Data shown:

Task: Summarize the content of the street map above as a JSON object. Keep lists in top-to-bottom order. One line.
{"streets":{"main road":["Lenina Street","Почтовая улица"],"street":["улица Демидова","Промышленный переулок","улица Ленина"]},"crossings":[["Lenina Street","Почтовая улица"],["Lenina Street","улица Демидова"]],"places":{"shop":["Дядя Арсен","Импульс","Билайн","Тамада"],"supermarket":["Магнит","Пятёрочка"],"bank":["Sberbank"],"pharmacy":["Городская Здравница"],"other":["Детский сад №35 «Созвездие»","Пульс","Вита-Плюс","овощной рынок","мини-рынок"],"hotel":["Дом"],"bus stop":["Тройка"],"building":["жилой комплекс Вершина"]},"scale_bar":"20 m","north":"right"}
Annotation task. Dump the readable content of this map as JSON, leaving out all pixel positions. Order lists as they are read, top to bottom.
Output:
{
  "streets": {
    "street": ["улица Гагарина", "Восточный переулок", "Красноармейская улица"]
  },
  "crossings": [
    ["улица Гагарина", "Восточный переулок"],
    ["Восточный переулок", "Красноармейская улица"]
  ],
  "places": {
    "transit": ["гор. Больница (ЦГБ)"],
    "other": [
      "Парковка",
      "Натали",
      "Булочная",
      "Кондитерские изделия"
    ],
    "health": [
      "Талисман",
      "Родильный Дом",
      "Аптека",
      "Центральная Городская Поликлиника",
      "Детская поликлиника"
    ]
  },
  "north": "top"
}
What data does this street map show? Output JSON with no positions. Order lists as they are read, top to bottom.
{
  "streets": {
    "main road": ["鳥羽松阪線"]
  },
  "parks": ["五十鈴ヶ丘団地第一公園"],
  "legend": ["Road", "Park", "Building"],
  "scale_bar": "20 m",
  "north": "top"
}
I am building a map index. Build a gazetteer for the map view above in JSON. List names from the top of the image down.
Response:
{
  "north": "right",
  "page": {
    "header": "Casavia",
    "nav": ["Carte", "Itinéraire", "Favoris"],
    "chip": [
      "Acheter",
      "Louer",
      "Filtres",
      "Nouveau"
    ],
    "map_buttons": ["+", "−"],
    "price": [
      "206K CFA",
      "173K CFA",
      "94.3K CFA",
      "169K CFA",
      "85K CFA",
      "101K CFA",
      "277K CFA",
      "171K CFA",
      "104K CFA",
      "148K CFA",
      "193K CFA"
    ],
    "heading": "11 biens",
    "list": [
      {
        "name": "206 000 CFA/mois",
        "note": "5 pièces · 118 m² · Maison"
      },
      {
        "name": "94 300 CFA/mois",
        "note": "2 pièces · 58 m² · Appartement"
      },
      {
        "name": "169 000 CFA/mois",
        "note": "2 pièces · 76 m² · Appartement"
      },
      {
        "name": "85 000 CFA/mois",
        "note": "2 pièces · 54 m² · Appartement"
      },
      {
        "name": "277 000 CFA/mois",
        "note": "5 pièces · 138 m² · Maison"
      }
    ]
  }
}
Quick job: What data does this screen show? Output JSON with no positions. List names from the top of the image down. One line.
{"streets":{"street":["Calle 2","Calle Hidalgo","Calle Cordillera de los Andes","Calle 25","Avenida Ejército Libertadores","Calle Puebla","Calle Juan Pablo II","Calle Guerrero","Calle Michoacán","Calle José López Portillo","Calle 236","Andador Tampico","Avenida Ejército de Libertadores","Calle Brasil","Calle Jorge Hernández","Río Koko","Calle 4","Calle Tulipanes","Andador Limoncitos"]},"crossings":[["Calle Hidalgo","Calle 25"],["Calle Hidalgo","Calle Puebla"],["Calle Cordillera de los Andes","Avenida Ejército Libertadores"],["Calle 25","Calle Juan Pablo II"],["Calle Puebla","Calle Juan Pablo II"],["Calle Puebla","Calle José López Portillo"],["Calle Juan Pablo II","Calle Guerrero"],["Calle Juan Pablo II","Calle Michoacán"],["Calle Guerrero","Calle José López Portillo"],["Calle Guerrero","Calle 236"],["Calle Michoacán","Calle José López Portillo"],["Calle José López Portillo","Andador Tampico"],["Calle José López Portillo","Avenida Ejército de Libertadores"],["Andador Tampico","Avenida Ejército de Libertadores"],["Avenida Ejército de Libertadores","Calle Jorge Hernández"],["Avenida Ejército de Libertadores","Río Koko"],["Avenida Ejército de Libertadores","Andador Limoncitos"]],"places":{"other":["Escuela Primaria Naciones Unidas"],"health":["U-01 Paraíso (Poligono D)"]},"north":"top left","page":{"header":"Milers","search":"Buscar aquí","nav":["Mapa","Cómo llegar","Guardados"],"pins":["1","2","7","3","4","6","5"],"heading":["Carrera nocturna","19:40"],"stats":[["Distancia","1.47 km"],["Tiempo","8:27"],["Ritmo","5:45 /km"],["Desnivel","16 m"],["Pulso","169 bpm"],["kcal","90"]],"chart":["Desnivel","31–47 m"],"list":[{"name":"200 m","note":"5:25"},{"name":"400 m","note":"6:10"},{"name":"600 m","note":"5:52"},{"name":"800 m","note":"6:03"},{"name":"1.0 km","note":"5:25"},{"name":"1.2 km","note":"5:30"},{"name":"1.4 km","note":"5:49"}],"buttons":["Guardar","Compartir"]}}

Activity: Whenever the word "lists" appears in a line of the listing, report that line.

Response to the exercise:
Task: Summarize the content of the street map above as a JSON object. Keep lists in top-to-bottom order. One line.
Annotation task. Dump the readable content of this map as JSON, leaving out all pixel positions. Order lists as they are read, top to bottom.
What data does this street map show? Output JSON with no positions. Order lists as they are read, top to bottom.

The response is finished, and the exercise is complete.